Which is not to say his plan is not also an Opportunity Missed, but we shall see. At its best, rural and regional Australia will be combo-wired in 2 years – a good deal after this election is held, and Howard has decided which of his promises to keep (hypothetically, because of course he will not win). Meanwhile, wiring urban and suburban areas is a venture as yet without a venturer.

Clearly we can look forward to Labor and Liberal throwing plans at one another, with the media going along as though they were expert in the issue all along, none of them realising that the majority of the country have no idea what in hell they’re talking about. I.e., an election campaign.

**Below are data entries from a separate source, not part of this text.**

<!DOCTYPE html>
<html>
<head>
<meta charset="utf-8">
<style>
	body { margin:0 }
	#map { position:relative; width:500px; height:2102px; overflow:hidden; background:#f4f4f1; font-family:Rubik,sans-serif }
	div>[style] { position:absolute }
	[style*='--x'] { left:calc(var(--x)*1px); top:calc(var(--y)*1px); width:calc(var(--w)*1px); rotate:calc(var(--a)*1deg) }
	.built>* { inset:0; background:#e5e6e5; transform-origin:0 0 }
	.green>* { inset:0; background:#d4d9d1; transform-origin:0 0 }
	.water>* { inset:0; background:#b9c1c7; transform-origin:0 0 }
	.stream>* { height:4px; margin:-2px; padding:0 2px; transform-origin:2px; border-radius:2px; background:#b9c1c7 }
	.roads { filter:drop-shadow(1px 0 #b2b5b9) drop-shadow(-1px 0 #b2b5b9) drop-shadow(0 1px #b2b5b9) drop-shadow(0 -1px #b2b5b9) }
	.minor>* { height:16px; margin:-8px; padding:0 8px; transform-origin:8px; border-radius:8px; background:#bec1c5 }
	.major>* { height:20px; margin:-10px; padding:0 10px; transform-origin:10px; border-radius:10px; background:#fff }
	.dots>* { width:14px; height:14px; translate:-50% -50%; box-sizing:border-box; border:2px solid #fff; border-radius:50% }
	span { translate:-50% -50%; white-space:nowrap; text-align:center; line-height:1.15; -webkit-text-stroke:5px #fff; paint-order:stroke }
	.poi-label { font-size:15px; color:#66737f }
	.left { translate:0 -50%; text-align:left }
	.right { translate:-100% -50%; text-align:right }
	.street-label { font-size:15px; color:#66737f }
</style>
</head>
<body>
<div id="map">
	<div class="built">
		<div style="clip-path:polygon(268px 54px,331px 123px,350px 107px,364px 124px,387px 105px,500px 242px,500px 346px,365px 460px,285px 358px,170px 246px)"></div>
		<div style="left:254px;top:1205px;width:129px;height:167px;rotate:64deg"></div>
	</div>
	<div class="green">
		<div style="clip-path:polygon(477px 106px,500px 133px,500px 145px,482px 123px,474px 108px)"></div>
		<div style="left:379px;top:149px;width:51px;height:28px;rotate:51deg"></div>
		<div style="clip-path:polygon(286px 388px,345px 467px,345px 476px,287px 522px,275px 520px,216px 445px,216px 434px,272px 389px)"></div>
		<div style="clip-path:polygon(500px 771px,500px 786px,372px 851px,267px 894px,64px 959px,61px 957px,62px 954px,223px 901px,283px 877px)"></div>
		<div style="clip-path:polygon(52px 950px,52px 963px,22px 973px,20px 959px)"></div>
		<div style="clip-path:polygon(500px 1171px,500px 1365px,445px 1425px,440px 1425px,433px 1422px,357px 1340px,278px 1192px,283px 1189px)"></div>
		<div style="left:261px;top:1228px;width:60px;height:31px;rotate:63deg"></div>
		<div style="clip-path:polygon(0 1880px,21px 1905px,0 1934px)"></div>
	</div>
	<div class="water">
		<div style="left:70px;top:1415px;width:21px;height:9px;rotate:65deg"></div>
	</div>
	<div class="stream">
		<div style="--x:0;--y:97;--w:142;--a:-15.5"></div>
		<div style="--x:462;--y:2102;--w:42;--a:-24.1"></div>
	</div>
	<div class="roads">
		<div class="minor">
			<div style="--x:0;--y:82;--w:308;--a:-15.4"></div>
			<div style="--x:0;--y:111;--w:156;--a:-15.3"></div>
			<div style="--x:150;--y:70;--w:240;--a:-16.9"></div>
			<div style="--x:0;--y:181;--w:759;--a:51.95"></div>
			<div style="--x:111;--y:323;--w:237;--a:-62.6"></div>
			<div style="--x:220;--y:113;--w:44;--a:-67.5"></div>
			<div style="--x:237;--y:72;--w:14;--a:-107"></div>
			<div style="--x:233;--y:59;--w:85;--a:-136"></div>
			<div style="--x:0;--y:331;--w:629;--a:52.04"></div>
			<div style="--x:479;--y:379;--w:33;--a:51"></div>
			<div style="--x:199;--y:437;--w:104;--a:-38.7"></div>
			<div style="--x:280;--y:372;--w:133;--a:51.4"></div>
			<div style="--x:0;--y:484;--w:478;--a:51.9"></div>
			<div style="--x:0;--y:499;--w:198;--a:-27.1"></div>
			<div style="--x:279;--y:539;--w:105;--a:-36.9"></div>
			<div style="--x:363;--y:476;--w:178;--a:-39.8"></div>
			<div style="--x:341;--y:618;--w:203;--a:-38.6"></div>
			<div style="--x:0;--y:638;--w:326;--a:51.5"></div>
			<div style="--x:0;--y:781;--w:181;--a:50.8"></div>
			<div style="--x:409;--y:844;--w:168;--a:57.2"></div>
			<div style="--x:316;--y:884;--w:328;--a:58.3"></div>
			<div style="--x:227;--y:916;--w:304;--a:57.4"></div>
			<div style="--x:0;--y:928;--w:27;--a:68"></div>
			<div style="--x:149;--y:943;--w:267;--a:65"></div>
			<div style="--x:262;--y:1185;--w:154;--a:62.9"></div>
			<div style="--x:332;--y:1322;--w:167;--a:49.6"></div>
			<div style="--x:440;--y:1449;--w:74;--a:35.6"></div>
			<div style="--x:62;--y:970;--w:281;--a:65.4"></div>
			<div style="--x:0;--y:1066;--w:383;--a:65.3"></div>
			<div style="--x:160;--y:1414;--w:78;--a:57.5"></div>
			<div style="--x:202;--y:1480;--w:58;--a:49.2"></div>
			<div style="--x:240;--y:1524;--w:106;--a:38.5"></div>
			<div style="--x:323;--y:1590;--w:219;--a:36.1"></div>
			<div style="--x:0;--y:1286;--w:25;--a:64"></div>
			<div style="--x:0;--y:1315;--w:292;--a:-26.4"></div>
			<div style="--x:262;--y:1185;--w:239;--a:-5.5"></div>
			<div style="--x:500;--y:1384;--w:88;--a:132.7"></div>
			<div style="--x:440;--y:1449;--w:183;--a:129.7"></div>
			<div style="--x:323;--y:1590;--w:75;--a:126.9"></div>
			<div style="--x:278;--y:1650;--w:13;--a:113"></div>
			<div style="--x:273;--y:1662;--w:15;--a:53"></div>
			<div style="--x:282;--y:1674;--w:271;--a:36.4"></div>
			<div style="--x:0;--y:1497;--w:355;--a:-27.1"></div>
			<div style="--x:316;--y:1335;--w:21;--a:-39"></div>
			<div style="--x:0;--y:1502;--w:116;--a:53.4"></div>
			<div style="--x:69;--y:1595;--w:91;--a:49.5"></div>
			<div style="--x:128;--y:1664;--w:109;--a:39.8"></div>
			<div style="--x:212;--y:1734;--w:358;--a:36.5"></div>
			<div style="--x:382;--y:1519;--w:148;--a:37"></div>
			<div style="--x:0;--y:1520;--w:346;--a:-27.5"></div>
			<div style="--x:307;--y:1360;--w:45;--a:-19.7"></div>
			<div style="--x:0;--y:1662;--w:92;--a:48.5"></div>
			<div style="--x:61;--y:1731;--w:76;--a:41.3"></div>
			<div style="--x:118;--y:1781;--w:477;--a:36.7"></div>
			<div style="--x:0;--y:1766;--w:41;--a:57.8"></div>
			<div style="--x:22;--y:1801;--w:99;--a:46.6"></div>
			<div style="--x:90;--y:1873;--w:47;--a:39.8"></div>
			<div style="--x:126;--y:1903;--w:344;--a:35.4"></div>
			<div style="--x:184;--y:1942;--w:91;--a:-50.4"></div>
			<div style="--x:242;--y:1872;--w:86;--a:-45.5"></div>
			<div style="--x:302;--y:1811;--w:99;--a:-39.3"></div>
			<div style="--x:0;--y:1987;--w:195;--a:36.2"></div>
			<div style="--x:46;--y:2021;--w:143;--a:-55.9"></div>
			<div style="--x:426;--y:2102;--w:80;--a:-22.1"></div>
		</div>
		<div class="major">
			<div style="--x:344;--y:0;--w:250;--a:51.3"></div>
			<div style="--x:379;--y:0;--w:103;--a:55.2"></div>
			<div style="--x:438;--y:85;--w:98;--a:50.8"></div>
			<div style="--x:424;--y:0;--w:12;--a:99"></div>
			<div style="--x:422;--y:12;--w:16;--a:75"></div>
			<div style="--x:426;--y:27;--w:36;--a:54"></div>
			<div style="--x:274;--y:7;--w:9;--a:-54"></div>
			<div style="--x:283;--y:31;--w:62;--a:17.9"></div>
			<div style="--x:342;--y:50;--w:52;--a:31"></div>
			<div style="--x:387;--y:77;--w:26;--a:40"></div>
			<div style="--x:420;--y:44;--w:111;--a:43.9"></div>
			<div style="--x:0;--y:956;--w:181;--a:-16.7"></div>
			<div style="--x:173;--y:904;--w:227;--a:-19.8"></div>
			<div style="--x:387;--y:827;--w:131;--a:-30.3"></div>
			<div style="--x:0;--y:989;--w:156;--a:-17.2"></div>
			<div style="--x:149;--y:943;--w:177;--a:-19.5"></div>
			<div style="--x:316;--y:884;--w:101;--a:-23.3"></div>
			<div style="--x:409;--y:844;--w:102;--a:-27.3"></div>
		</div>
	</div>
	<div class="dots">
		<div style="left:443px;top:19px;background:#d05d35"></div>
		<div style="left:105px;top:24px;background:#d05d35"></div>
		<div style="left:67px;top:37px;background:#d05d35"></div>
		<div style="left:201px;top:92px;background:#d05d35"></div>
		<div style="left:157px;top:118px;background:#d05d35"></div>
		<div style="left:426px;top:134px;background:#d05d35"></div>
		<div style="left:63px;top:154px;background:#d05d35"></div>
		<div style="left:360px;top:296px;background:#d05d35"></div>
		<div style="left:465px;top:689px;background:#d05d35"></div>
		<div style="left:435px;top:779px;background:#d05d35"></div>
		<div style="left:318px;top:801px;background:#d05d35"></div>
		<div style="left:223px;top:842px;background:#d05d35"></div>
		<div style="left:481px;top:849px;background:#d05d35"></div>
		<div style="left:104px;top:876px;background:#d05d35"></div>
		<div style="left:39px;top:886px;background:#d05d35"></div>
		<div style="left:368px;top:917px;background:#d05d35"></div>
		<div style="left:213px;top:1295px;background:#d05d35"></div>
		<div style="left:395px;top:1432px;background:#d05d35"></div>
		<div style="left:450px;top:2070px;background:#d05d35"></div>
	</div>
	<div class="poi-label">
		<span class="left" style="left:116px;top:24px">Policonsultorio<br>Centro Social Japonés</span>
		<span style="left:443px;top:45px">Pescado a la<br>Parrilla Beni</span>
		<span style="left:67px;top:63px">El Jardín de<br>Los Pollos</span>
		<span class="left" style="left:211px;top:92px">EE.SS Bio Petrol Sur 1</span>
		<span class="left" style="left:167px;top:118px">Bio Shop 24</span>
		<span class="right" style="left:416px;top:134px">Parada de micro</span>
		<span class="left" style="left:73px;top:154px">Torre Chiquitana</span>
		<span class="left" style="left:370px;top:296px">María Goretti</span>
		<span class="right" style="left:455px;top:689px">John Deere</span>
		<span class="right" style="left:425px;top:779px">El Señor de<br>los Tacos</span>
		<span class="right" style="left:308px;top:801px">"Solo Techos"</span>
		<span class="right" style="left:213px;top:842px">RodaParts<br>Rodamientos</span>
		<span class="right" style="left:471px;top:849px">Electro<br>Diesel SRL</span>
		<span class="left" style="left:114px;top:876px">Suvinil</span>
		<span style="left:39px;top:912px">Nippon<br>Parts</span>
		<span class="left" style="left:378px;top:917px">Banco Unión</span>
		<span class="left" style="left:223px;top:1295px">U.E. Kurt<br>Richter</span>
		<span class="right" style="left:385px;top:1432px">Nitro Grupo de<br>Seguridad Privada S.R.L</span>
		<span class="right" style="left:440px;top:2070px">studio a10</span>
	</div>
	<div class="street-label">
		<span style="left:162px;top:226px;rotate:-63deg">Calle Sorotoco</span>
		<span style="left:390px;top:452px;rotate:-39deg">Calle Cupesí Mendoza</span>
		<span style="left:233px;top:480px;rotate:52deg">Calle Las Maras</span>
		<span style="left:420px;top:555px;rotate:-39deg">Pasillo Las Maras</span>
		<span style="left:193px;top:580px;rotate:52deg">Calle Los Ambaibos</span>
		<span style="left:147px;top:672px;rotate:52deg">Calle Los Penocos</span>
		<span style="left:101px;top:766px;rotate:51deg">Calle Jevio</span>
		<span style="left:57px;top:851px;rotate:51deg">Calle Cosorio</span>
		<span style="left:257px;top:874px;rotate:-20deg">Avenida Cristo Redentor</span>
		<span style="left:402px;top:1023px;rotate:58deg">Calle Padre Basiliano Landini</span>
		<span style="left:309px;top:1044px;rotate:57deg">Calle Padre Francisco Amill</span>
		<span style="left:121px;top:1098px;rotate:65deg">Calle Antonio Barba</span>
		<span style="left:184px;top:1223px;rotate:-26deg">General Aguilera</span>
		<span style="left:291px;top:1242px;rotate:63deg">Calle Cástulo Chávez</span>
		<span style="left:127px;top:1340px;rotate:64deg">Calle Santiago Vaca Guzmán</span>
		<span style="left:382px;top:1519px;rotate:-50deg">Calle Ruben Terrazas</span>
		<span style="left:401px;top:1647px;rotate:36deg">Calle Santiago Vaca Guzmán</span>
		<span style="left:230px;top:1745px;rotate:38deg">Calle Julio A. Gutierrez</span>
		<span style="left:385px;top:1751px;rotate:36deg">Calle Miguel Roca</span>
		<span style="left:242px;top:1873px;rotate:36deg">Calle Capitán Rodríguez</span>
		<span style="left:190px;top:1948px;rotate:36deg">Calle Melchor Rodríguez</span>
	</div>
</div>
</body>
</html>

To another degree it could well be media boredom – what’s with all the polls, anyway? We all know Labor is ahead. Along came one poll giving a marginal turn-around to the government, and every body had a field-day for about a day, after which discussion of the flaws in the poll dribbled out (flaws including the question concerning who favoured whom).

Now we’re being told that most Australians have definitely, cross-their-heart-and-hope-to-die decided upon whom to vote, and will not change their minds:

More than half of voters have already locked in their choice for the federal election, a poll reveals.

A Newspoll in The Australian newspaper, shows 52 per cent of voters polled saying their current party of choice is the only one they would consider voting for on election day.

A further 33 per cent say there is a slight chance they will change their current choice come election day.

Was there a point to that? There’s only one poll of voters that can be used to describe all voters – it’s called the election. And I find it hard to believe those 52% are so certain about an election that is as yet not itself ‘locked in’ – will that 52% not change their minds, irrespective of the policies they see presented before them? Great. I’m so glad they will have a say in Who Governs Next According to Their Prejudices. Super.

I can’t complain too much. The media in general seems to have forgotten how journalism works. At least in Australia their making up for it with Newspoll’s to construct the slowest, strangest race ever seen. Here we have to put up with whether or not John Edwards is too pretty to be President, the cost of his haircuts, some idiot woman on youtube and how the Secret Service call Barak Obama ‘Renegade’. And that election is even farther away.